Reflex Functions of the Nose
The nasal cavity is richly innervated, and mechanical or chemical stimuli to the nasal mucosa can elicit a wide range of respiratory and circulatory system responses. The intensity of such responses depends on the severity of the stimulus.
Sneeze Reflex
The afferent pathway of the sneeze reflex is mediated by the trigeminal nerve. When foreign substances enter the nasal cavity and stimulate the trigeminal nerve endings in the nasal mucosa, a series of reflex actions ensues. These include deep inhalation, descent of the uvula, and elevation of the tongue root. The abdominal muscles and diaphragm contract forcefully, followed by a sudden opening of the glottis, expelling air rapidly through the nose and mouth at speeds of up to 50 m/s. This mechanism serves to remove foreign particles or irritants from the nasal cavity.
Nasopulmonary Reflex
This reflex involves the trigeminal nerve endings in the nasal mucosa as the afferent pathway, with the vagus nerve fiber endings in the bronchial smooth muscle serving as the efferent pathway. The trigeminal and vagus nerve nuclei function as the central processing centers of this reflex arc. The nasopulmonary reflex is thought to play a role in the relationship between localized nasal irritation or pathological changes and the onset of bronchial conditions.
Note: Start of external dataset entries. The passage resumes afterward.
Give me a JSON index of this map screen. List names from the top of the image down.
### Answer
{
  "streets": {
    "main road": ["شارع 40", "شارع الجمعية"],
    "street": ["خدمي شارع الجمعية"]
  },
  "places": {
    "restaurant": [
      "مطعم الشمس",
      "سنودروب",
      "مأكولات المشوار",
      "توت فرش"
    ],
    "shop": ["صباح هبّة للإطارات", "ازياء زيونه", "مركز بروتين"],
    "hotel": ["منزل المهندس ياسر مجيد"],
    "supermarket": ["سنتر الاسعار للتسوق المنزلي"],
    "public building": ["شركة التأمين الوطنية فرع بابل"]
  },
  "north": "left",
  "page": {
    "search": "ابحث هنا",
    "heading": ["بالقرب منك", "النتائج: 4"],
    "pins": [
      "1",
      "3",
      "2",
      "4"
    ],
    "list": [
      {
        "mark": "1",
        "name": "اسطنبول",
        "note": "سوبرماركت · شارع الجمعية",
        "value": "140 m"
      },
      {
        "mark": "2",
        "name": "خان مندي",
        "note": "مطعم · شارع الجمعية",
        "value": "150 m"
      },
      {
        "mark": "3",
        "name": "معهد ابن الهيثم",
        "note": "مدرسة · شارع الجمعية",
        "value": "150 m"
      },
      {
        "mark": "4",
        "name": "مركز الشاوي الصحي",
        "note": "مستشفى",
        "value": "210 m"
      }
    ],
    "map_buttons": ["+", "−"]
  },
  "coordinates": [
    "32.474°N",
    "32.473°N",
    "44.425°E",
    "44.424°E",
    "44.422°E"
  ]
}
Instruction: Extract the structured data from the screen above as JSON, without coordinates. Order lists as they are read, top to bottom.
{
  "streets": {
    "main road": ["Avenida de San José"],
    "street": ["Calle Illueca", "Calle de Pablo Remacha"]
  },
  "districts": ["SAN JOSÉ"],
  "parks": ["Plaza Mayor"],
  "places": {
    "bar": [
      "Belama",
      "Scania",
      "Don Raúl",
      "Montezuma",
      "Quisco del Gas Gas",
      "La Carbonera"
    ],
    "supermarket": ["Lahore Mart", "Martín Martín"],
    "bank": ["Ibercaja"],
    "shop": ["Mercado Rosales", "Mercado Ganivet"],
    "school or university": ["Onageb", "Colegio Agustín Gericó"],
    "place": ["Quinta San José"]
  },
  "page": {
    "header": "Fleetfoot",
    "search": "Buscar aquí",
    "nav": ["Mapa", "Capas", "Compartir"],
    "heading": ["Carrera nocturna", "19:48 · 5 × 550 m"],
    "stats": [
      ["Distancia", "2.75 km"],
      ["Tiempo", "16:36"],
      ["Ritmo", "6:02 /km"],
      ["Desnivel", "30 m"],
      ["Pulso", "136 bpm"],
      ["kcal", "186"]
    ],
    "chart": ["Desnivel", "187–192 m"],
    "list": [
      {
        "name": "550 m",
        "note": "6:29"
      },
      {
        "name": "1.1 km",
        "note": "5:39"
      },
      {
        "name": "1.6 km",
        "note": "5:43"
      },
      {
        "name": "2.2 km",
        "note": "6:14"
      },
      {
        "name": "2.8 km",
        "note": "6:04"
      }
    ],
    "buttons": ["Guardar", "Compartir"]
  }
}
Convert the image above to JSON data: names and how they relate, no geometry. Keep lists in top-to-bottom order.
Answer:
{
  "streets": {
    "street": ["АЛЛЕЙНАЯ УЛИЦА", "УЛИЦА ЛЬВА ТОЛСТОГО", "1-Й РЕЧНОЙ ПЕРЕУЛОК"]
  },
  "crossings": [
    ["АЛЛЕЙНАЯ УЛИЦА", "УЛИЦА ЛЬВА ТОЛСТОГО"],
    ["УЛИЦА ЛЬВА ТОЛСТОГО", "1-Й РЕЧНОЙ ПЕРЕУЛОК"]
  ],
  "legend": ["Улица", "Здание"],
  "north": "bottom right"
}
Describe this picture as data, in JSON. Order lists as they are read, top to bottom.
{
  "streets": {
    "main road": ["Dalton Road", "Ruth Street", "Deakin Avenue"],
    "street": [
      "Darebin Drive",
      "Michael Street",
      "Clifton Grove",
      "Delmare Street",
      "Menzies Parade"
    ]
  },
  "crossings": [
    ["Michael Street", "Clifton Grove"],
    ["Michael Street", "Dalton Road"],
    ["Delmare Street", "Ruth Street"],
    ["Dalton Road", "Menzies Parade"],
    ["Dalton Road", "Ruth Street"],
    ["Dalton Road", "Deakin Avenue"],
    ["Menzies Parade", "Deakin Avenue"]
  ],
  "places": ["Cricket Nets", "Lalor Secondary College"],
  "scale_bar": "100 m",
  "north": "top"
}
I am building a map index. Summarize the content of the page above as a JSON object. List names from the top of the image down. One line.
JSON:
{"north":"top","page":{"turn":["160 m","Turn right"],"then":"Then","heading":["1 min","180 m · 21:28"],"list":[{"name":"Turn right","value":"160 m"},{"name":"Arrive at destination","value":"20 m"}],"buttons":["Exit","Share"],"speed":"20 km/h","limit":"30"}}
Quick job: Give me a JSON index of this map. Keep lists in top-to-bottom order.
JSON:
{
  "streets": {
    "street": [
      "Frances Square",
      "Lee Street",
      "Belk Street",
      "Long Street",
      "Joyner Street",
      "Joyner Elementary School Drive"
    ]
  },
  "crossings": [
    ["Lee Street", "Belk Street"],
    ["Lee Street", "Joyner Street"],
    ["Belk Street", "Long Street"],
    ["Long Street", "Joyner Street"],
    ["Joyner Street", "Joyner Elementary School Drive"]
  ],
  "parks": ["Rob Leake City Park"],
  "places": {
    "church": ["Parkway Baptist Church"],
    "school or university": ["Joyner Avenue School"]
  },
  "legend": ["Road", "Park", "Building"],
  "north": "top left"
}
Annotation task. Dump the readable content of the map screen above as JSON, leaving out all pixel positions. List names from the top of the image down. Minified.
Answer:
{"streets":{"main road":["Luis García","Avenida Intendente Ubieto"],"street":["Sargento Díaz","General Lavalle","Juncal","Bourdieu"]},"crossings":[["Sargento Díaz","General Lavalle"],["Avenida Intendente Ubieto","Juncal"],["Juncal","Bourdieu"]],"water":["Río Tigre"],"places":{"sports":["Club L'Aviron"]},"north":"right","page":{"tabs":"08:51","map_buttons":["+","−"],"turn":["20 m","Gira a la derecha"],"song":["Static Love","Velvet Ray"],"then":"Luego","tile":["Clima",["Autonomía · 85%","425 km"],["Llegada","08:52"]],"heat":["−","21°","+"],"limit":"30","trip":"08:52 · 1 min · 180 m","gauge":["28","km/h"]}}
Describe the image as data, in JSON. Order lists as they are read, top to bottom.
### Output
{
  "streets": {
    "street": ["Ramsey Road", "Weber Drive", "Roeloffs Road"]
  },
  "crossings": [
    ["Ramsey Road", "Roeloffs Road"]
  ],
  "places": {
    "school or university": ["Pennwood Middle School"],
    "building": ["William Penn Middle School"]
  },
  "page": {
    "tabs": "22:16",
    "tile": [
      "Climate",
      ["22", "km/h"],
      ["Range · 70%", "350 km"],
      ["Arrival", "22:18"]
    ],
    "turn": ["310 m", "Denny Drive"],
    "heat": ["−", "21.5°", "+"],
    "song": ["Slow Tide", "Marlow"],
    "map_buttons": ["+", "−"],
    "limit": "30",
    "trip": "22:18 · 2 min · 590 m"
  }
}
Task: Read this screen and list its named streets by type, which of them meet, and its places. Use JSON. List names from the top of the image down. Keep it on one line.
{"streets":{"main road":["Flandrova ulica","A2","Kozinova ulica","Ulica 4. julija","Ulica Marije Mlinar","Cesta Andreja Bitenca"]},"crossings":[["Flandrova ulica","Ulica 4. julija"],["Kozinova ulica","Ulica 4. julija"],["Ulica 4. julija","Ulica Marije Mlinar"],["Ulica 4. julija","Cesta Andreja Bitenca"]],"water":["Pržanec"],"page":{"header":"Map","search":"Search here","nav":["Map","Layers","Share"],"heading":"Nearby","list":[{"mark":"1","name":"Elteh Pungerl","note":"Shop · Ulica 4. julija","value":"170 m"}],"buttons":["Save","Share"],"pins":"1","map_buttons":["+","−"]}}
Figure 4 Schematic diagram of the nasopulmonary reflex
Nasolacrimal Reflex
Chemical or mechanical stimulation of the nasal cavity can trigger the nasolacrimal reflex, increasing tear secretion. C-class unmyelinated nerve fibers transmit the stimulus via the trigeminal nerve to the superior salivatory nucleus. The efferent fibers enter the geniculate ganglion and travel through the greater superficial petrosal nerve to the pterygopalatine ganglion. Postganglionic parasympathetic fibers then reach the lacrimal gland via the zygomatic branch, regulating tear secretion. The reflex arc of the nasolacrimal reflex originates in the sensory nerves of the nasal cavity and terminates at the target lacrimal gland, which is controlled by parasympathetic innervation. This reflex plays a crucial role in maintaining tear film homeostasis by coordinating baseline and reflexive tear secretion.